Lagertha et la question des skjaldmö

La série Vikings a popularisé l’image de Lagertha en guerrière autonome et stratège militaire. Les sources archéologiques apportent un éclairage complémentaire, sans pour autant valider l’existence d’une Lagertha historique.

  • Plusieurs sépultures longtemps interprétées comme masculines (en raison de la présence d’armes) se sont révélées être des tombes féminines, ce qui relance la question de la réalité des femmes combattantes dans la société viking.
  • L’archéologie montre que les femmes de l’aire nordique occupaient des rôles variés (propriétaires terriennes, marchandes, gestionnaires de domaines) qui dépassent largement le cadre domestique souvent supposé.
  • Aucune de ces découvertes ne peut être reliée à Lagertha en particulier, mais elles montrent que le concept de femme guerrière viking n’est pas une pure invention littéraire.

Aslaug dans les sagas nordiques : fille de héros légendaires

Le cas d’Aslaug diffère fondamentalement. La Saga de Ragnar Lodbrok la présente comme la fille de Sigurd, le tueur du dragon Fáfnir, et de la valkyrie Brynhild. Cette généalogie la rattache directement au cycle des Völsungar, l’un des ensembles mythologiques les plus anciens de la tradition germanique.

Orpheline, Aslaug grandit cachée sous le nom de Kráka (corbeau), élevée par un couple de paysans norvégiens. Ragnar la découvre grâce à une épreuve d’ingéniosité : il lui demande de se présenter ni vêtue ni dévêtue, ni à jeun ni rassasiée, ni seule ni accompagnée. Kráka se présente enveloppée dans un filet de pêche, ayant goûté un oignon, accompagnée d’un chien. Ce motif de l’épreuve impossible se retrouve dans de nombreuses traditions narratives indo-européennes.

Aslaug est une figure mythologique, pas une figure historique. Sa fonction dans les sagas consiste à relier Ragnar aux héros du cycle de Sigurd et à légitimer ses fils comme descendants d’une lignée surnaturelle.

Les fils d’Aslaug et leur ancrage historique

Paradoxe du récit : les fils attribués à Aslaug dans les sagas (Ivar le Désossé, Björn Côtes-de-Fer, Sigurd Serpent-dans-l’Oeil, Hvitserk) sont, eux, mentionnés dans des sources historiques plus solides, notamment des chroniques anglo-saxonnes et franques liées aux invasions vikings en Angleterre et en Europe continentale.

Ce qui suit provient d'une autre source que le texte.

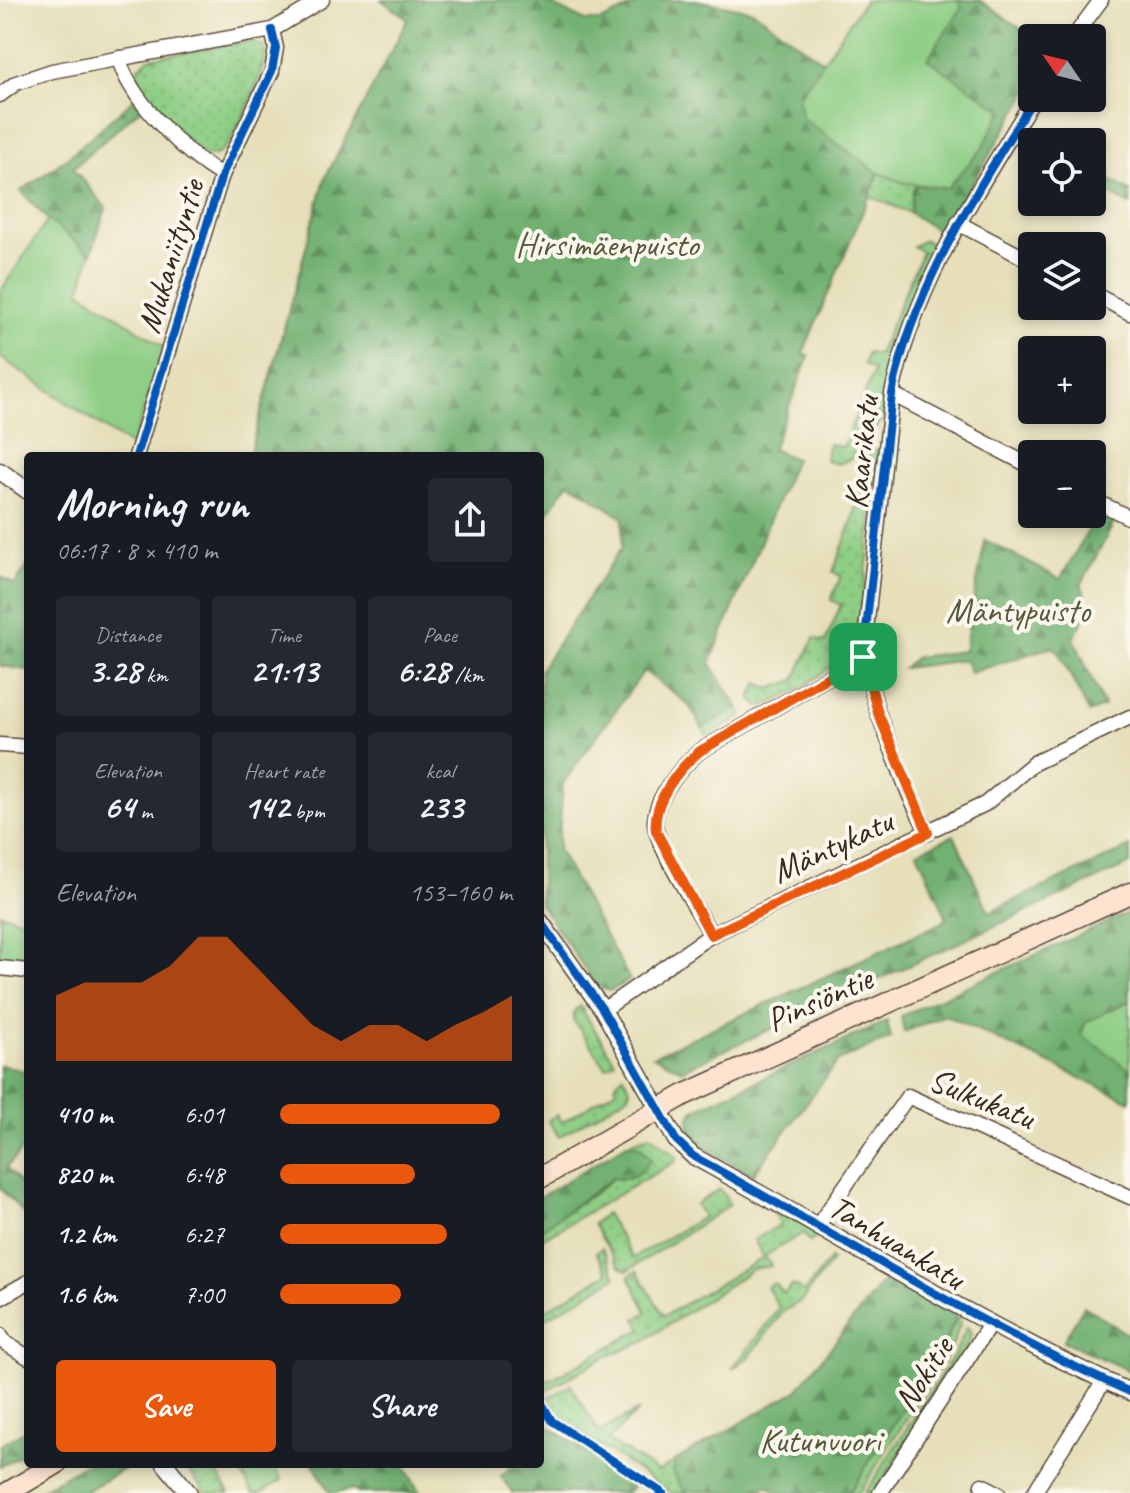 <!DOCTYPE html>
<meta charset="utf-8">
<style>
body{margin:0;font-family:Caveat,sans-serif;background:#242831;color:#f1f3f6;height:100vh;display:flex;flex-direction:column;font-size:30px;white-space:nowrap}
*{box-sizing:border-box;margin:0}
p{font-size:26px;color:#9ea1a6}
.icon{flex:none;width:44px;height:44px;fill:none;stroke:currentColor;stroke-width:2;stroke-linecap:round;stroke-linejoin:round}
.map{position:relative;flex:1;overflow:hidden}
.drawer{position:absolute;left:24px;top:452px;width:520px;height:1016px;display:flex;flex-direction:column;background:#171b24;border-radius:8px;box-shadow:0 4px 12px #0003}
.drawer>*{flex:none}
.needle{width:52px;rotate:305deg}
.buttons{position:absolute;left:1018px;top:24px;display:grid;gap:16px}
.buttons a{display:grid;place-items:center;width:88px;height:88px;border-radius:8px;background:#171b24;box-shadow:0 4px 12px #0003;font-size:40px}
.pin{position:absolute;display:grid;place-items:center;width:68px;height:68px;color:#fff;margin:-34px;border-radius:16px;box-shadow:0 4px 12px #0006}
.round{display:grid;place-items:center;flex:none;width:84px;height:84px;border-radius:8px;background:#242831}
.head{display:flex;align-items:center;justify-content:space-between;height:136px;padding:0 32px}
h1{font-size:44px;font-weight:600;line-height:60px}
.stats{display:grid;grid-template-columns:repeat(3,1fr);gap:12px;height:136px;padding:8px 32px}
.stats div{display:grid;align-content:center;border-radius:8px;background:#242831;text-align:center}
.stats b{font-size:34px;font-weight:600}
.stats small{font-size:22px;font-weight:400}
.stats p{font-size:22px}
.chart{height:224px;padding:16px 32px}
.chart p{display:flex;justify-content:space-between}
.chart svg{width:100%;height:144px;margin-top:8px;fill:#ea580c;opacity:.7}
.action{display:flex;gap:16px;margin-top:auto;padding:16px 32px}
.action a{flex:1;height:92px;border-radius:8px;background:#ea580c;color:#fff;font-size:32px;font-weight:600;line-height:92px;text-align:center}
.action a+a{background:#242831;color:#f1f3f6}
ul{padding:0 32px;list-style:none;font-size:26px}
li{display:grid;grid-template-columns:128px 96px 1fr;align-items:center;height:60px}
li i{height:20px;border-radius:10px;background:#ea580c}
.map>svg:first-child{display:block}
.grass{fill:url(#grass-dots);stroke:#647c52;stroke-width:2}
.forest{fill:url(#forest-firs);stroke:#566e48;stroke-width:2}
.park{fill:#8ece85;stroke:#647c52;stroke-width:2}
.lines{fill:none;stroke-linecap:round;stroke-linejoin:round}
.minor-casing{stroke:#554535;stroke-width:17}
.tertiary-casing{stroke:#554535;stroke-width:19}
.secondary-casing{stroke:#554535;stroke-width:23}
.minor{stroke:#fff;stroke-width:14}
.tertiary{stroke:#fff;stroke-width:16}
.secondary{stroke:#fde4d1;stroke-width:20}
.cycleway-casing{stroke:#fbf7ec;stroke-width:13}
.cycleway{stroke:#0057b8;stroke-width:8}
.route-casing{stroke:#fff;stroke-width:16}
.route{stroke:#ea580c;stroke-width:10}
.labels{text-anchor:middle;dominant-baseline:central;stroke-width:8;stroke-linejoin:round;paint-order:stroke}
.park-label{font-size:34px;fill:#545b3d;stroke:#fbf7ec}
.street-label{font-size:34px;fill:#3b2a1e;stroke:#fbf7ec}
</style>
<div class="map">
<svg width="1130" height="1493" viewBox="0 0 1130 1493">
<defs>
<pattern id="grass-dots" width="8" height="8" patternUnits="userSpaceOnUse" patternTransform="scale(2)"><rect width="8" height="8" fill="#8ece85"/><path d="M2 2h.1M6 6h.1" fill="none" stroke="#7bb172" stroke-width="1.8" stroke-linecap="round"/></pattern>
<pattern id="forest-firs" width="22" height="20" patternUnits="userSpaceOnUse" patternTransform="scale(2)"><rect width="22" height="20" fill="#72b172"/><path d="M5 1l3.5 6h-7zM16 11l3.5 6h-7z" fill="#5f905d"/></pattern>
</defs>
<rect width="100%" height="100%" fill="#fbf7ec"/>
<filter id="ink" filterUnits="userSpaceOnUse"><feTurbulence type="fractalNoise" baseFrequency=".0125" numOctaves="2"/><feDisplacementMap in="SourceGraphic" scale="16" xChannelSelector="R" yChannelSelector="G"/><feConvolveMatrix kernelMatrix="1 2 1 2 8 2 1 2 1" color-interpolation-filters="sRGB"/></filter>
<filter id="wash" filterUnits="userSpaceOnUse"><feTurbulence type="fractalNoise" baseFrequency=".006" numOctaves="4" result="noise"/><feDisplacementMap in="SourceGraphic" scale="32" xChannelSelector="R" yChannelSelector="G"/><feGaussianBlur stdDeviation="1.8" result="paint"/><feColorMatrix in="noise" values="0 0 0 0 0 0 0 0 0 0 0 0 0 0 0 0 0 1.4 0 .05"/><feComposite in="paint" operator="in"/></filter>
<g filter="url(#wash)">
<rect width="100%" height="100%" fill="#e6dfba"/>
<!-- grass -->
<g class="grass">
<path d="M253,41L265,48C268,65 235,141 221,152C213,158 206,157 198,152L135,83L136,71L149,58Z"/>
<polygon points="879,173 918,185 913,189 910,213 869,196"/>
<path d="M925,240L938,249C923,281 909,313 897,346C889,369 889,394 881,418C874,437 847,476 825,459L829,444L843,447L874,371L864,365L867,353L878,355L922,252L913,246Z"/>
<path d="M872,450L879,451L860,629C847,662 793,698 759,707L751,698L758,683L770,689L795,680L814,638L825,642L841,605L831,600L841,576L833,572L853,519L865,462Z"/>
<polygon points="738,707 743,716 708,737 702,728"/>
<polygon points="580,1006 615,1062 606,1067 573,1020 575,1010"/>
<polygon points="623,1075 630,1088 629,1095 559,1137 548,1120 557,1115 562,1122 617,1089 615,1084"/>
<path d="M650,1135L677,1157L676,1161L540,1240V1230C558,1216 577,1206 595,1193C613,1180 626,1163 640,1146L627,1144Z"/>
<polygon points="720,1189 730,1205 627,1271 619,1266 593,1224 606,1213 633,1258 703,1217 696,1204"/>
<polygon points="777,1208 821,1233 810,1242 803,1233 765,1256 771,1266 753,1269 642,1342 603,1358 540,1394 540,1377 544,1383 642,1329 636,1319 647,1312 629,1276 637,1271 664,1316 764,1257 754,1240 781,1224 774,1213"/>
<polygon points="602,1248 616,1277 540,1322 540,1313 608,1273 596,1252"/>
<polygon points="830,1259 832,1261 802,1300 783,1312 749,1357 732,1369 779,1308 767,1287 775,1283 784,1294 793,1285 804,1292"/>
<polygon points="957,1316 961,1322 950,1351 859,1493 849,1493 943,1348"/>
<polygon points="967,1327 971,1331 969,1343 874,1493 865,1493 955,1353"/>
<polygon points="571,1385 599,1432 639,1410 608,1440 658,1472 675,1461 673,1474 687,1493 672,1493 557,1417 545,1400"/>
<polygon points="183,1464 212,1464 229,1493 206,1493"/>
</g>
<!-- forest -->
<g class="forest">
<polygon points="381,0 541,0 586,21 601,21 646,0 695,0 753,11 823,61 798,98 802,118 879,173 803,353 809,356 772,449 795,459 710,663 738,707 702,728 688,704 644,671 563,783 558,850 630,980 610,991 597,987 540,904 540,670 622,547 623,518 569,482 540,524 540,456 249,456 325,178 408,19"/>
<polygon points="956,0 979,0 1034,38 1032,86 962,200 950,226 938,231 910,213 913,189 918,185 948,188 1002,111 927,59 961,9"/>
<polygon points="134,99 141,108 73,168 106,208 91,254 48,220 21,191 66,159"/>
<polygon points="1092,170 1130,191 1130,205 1092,185"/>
<path d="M1098,514L1114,523L1081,585C1090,600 1084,625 1073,637L1104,706L1089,713L1058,651L1051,647L970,673L966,660L903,668L916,657L964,651L985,540L1060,579Z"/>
<polygon points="28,565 28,670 0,666 0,576 15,585"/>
<polygon points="954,835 989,912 1130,847 1130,864 682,1070 653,1056 943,922 947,918 917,852"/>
<polygon points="1130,912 1130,1001 1086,1022 1081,1033 1130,1070 1130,1101 945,1015 904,1032 901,1016"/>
<path d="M887,1021L891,1038L838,1061L753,1175C734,1163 671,1139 694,1110Z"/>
<polygon points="0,1065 28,1072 28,1143 6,1168 28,1192 28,1218 0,1188"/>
<path d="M627,1144L640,1146L651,1159C642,1173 629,1181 613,1178L540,1230V1197Z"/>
<polygon points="889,1274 957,1316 943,1348 849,1493 779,1493 766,1485 761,1493 684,1491 673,1474 675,1461 796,1391"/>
<polygon points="1084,1306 1130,1336 1130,1371 1063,1341"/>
<polygon points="540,1412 546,1424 634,1483 627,1493 512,1493 501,1476 515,1464 540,1464"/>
<polygon points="28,1429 28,1451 0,1467 0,1445"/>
<polygon points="85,1464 132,1464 83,1493 36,1493"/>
<polygon points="313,1464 403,1464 420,1493 358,1493 354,1489 330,1493"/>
</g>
<!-- park -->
<g class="park">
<polygon points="865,0 956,0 960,3 961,9 927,59 1002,110 982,149 947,188 905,183 879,173 802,118 798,98"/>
<polygon points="48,220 91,254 80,291 164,347 132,447 0,357 0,292"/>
<polygon points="0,913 28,922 28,961 0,958"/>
<polygon points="1130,1001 1130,1070 1081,1034 1086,1022"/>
<polygon points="236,1464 272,1464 282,1480 260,1493 253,1493"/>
</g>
</g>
<g filter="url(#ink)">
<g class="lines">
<!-- minor casing -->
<g class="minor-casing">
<g id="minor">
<polyline points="1073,38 1101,0"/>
<path d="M119,58C128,98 186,155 222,175"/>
<polyline points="0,95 16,83 52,71 272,30 322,0"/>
<polyline points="958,223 1032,262"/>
<polyline points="1092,293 1130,313"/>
<polyline points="892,394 1032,467"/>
<polyline points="136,456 222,175 272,71 276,48 272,30"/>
<polyline points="1092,499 1130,518"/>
<polyline points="0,745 28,747"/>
<path d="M928,833L909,794L878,713L863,657L892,394C914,285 977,192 1034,98"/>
<path d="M711,935C700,913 656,845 655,824C654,798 682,766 700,751L863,657"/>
<polyline points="0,968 28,971"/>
<polyline points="603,1010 711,935 985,804 1034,763 1130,717"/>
<polyline points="818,1225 908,1096 1130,1197"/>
<polyline points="0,1298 28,1282"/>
<polyline points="0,1335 5,1343 28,1357"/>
<polyline points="982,1485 998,1493"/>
<polyline points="880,1493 989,1326"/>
<polyline points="1034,1493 1104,1381"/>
</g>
</g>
<!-- tertiary casing -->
<g class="tertiary-casing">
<g id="tertiary">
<polyline points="0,471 28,491"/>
<path d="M540,921L603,1010L676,1140L693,1156C839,1236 978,1325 1130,1392"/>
<polyline points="165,1464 189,1493"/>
</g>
</g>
<!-- secondary casing -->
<g class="secondary-casing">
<g id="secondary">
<polyline points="540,1178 684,1095 1130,893"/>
<polyline points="7,1493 56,1464"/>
</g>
</g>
<!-- minor -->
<use href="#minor" class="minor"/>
<!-- tertiary -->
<use href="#tertiary" class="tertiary"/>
<!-- secondary -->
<use href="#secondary" class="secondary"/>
<!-- cycleway casing -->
<g class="cycleway-casing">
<g id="cycleway">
<polyline points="136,456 222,175 272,71 276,48 272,30"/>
<path d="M928,833L909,794L878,713L863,657L892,394C914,285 977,192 1034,98"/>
<path d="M540,921L603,1010L676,1140L693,1156C839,1236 978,1325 1130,1392"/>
<polyline points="540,1400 552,1421 663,1493"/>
</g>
</g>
<!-- cycleway -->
<use href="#cycleway" class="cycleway"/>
</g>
</g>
<g class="lines" filter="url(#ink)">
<!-- route casing -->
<g class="route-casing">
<path id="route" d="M863,657L878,713L928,833L711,935L656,831C652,802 678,769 700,751Z"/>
</g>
<!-- route -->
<use href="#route" class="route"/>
</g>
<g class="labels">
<!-- park labels -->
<g class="park-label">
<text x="607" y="244">Hirsimäenpuisto</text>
<text x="1018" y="610">Mäntypuisto</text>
<text x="820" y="1440">Kutunvuori</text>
</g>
<!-- street labels -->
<g class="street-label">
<text transform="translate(170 256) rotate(-73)">Mukaniityntie</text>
<text transform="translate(861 452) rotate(-84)">Kaarikatu</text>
<text transform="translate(832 846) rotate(-25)">Mäntykatu</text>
<text transform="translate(819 999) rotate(-24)">Pinsiöntie</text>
<text transform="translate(982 1098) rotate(22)">Sulkukatu</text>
<text transform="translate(897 1242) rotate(31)">Tanhuankatu</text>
<text transform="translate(923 1374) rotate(-57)">Nokitie</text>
</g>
</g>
</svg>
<div class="buttons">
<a><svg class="needle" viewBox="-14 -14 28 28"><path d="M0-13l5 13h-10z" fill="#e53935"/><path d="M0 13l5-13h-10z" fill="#9ea1a6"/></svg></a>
<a><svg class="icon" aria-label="locate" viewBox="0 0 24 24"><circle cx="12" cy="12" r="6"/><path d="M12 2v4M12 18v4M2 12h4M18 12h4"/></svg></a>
<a><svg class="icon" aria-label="layers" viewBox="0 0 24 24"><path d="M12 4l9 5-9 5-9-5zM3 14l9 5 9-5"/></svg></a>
<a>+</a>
<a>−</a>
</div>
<div class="pin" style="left:863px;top:657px;background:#1e9e55"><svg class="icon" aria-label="arrive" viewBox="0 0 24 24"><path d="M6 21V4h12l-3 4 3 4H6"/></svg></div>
<section class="drawer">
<div class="head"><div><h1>Morning run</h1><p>06:17 · 8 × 410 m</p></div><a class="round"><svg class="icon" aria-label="share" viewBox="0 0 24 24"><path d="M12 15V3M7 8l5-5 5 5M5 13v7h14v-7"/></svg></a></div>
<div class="stats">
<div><p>Distance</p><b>3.28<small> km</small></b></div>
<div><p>Time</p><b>21:13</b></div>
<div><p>Pace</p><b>6:28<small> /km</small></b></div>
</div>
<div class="stats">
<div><p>Elevation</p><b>64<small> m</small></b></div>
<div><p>Heart rate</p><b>142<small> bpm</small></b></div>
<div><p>kcal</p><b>233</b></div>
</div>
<div class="chart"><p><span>Elevation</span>153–160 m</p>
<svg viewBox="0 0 160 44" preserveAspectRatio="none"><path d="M0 44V24L10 20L20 20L30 20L40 15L50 6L60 6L70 15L80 24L90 33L100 38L110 33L120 33L130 38L140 33L150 29L160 24V44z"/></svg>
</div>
<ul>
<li><b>410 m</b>6:01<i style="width:95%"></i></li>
<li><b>820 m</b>6:48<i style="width:58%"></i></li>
<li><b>1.2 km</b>6:27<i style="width:72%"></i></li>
<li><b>1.6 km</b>7:00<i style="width:52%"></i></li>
</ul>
<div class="action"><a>Save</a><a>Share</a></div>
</section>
</div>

Ivar et ses frères apparaissent dans des récits historiques indépendants des sagas, ce qui suggère que la tradition a greffé des personnages légendaires (Aslaug, Ragnar lui-même) sur des chefs vikings réels pour créer une généalogie cohérente et prestigieuse.

Deux femmes vikings en costumes historiques nordiques face à face dans une grande salle médiévale scandinave, illustrant la rivalité entre Lagertha et Aslaug dans la saga de Ragnar Lothbrok

Ragnar Lothbrok entre légende nordique et traces historiques

La question des femmes de Ragnar ne peut pas être séparée de celle de Ragnar lui-même. Les historiens s’accordent sur le fait que Ragnar Lothbrok est probablement un personnage composite, fusionnant plusieurs chefs vikings des VIIIe et IXe siècles. Les chroniques franques mentionnent un chef nommé Ragnar qui aurait assiégé Paris, tandis que les sagas islandaises lui attribuent des exploits incompatibles avec une seule vie humaine.

Dans ce cadre, attribuer à Ragnar des épouses « historiques » relève d’un exercice de reconstitution fragile. Les récits sur Lagertha et Aslaug répondent à des logiques narratives, pas à des logiques biographiques. Lagertha incarne la bravoure féminine dans un texte latin destiné à la cour danoise. Aslaug connecte la lignée de Ragnar aux dieux et aux héros fondateurs dans des sagas islandaises.

En revanche, les fils de Ragnar, leur rôle dans la Grande Armée viking qui envahit l’Angleterre, et l’héritage culturel nordique qu’ils transmettent reposent sur un socle documentaire plus solide. C’est par ces descendants que la légende de Ragnar et de ses femmes a survécu, portée par des récits qui servaient autant à divertir qu’à fonder la légitimité politique des dynasties scandinaves.